I would like every line of the records below that contains the word "solid" copied.

Stored data

____________________

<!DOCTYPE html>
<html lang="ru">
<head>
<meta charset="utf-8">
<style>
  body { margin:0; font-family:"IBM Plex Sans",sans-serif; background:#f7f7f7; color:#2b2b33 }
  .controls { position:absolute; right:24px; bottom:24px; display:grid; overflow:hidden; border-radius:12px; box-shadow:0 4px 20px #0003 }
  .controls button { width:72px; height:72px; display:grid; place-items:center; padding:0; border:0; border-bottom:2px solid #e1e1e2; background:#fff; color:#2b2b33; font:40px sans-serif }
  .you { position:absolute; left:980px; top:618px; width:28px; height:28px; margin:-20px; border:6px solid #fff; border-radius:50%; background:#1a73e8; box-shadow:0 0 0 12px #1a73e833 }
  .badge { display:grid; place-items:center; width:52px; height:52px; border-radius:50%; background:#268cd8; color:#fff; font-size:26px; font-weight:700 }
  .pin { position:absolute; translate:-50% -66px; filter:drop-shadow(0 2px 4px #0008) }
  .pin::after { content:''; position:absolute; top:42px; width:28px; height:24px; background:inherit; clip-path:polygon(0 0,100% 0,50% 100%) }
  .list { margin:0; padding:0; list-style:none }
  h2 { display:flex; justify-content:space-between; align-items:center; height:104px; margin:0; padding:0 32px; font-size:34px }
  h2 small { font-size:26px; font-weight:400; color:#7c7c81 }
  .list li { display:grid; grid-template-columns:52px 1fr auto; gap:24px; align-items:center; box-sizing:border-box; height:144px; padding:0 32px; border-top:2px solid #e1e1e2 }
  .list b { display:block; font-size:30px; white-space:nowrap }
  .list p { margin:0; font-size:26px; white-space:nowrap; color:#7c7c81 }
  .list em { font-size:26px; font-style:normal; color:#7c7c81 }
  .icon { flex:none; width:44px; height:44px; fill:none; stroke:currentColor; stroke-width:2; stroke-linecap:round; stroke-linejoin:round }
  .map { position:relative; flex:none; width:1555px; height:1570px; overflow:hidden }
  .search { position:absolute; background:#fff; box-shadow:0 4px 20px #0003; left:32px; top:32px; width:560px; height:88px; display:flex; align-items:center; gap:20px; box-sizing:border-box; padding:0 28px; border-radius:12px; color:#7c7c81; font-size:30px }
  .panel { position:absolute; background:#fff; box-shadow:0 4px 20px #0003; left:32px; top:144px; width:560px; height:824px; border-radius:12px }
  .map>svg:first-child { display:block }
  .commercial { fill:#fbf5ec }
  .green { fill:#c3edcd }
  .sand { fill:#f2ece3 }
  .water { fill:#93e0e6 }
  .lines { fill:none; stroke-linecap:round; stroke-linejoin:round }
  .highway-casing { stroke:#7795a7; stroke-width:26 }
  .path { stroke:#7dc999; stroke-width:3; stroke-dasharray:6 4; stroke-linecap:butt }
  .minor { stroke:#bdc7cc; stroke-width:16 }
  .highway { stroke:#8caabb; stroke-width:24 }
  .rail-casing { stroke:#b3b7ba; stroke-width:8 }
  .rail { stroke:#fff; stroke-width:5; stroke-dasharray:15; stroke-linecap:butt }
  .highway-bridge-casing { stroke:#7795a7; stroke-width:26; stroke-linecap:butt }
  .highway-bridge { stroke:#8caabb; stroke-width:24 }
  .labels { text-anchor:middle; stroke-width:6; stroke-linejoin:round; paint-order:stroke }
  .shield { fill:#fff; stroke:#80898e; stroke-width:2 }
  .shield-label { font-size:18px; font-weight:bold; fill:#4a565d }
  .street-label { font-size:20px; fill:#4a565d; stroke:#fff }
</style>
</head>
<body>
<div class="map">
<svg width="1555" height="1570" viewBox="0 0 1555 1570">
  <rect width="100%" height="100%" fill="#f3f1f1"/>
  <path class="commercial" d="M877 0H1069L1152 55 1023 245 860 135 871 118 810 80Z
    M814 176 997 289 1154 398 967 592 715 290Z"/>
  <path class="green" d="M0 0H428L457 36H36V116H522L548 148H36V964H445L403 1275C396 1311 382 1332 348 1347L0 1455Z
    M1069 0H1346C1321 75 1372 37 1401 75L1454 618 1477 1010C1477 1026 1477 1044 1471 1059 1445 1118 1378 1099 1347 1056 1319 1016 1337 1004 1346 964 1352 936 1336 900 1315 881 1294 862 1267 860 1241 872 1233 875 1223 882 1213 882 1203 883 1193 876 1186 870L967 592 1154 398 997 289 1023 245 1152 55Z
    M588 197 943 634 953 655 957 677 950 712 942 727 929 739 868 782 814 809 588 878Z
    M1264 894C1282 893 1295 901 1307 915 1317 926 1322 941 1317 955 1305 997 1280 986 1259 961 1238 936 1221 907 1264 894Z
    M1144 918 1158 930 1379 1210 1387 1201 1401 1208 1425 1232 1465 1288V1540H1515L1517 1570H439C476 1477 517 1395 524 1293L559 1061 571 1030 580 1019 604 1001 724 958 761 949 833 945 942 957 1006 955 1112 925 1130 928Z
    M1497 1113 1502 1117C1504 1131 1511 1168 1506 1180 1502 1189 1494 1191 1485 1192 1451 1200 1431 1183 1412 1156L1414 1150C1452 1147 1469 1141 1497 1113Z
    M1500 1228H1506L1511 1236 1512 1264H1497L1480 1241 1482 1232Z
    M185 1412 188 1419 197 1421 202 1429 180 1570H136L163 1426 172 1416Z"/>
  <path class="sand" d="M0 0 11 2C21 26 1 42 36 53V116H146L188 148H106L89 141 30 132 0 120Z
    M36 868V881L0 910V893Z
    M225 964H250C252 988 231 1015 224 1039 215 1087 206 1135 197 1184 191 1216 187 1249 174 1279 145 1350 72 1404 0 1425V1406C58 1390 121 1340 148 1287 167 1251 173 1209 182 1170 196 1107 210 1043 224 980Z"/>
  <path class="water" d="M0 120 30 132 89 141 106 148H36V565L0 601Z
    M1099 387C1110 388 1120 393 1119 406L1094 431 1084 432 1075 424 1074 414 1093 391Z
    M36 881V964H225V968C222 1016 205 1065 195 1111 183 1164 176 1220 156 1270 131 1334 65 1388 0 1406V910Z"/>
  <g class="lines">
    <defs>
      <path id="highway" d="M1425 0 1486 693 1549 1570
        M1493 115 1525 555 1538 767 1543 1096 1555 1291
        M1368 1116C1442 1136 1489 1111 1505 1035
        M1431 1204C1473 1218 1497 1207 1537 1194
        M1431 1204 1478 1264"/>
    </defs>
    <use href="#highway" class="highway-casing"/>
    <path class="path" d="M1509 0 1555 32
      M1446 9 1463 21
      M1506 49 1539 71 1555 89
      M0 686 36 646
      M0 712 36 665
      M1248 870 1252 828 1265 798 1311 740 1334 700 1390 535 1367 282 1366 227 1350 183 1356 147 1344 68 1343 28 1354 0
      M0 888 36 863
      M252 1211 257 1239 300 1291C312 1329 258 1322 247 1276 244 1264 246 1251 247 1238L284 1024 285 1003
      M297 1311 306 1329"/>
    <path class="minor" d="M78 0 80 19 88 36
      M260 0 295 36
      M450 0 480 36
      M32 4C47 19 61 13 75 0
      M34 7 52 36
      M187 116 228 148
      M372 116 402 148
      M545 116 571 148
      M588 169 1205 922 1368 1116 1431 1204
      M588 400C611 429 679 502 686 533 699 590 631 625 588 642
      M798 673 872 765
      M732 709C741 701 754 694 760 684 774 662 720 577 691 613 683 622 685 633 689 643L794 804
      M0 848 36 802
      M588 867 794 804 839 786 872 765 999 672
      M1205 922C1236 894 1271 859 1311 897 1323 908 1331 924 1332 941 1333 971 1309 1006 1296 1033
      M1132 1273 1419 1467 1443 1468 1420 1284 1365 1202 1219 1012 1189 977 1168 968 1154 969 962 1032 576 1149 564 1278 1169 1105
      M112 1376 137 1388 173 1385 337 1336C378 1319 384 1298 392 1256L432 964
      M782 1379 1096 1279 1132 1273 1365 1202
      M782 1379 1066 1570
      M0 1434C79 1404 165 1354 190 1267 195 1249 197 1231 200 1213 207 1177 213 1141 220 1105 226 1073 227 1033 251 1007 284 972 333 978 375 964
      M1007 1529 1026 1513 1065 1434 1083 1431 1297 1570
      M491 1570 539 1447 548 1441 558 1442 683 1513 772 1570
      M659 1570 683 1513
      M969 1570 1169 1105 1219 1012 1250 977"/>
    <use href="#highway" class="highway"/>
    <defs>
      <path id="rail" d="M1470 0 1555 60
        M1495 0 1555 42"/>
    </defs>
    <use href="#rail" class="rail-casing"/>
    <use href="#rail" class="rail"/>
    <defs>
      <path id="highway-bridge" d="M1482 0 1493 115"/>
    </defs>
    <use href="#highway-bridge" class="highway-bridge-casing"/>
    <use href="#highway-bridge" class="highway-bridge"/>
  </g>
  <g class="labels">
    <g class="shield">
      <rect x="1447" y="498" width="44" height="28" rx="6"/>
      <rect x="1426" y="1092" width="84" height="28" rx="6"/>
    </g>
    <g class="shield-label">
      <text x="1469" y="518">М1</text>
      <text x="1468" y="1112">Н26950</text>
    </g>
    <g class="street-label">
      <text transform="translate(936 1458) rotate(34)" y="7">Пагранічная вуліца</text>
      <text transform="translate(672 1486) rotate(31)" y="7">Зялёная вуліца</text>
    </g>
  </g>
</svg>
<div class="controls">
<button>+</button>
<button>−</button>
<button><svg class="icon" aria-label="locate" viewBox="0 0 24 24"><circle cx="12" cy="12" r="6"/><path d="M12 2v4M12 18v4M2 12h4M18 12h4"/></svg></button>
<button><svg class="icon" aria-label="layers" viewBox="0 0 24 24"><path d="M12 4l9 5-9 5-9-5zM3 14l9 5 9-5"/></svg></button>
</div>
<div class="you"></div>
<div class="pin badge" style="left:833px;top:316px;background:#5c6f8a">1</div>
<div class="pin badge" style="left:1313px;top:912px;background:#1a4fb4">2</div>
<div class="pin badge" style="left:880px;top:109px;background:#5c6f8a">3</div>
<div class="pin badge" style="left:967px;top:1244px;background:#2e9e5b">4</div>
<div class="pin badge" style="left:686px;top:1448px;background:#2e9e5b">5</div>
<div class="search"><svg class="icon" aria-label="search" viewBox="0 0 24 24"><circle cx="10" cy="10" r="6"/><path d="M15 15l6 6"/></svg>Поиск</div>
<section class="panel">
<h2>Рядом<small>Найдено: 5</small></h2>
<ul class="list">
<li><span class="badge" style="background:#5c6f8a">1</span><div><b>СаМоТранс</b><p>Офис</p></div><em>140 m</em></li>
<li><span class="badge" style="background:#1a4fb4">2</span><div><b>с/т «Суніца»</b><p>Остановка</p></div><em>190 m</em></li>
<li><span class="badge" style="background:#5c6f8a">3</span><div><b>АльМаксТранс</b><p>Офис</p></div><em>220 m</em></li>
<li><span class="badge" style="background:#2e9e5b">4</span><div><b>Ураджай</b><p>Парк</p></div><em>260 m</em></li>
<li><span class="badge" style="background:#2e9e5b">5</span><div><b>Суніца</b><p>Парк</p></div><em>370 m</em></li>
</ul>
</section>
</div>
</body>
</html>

____________________

(Task result)
  .controls button { width:72px; height:72px; display:grid; place-items:center; padding:0; border:0; border-bottom:2px solid #e1e1e2; background:#fff; color:#2b2b33; font:40px sans-serif }
  .you { position:absolute; left:980px; top:618px; width:28px; height:28px; margin:-20px; border:6px solid #fff; border-radius:50%; background:#1a73e8; box-shadow:0 0 0 12px #1a73e833 }
  .list li { display:grid; grid-template-columns:52px 1fr auto; gap:24px; align-items:center; box-sizing:border-box; height:144px; padding:0 32px; border-top:2px solid #e1e1e2 }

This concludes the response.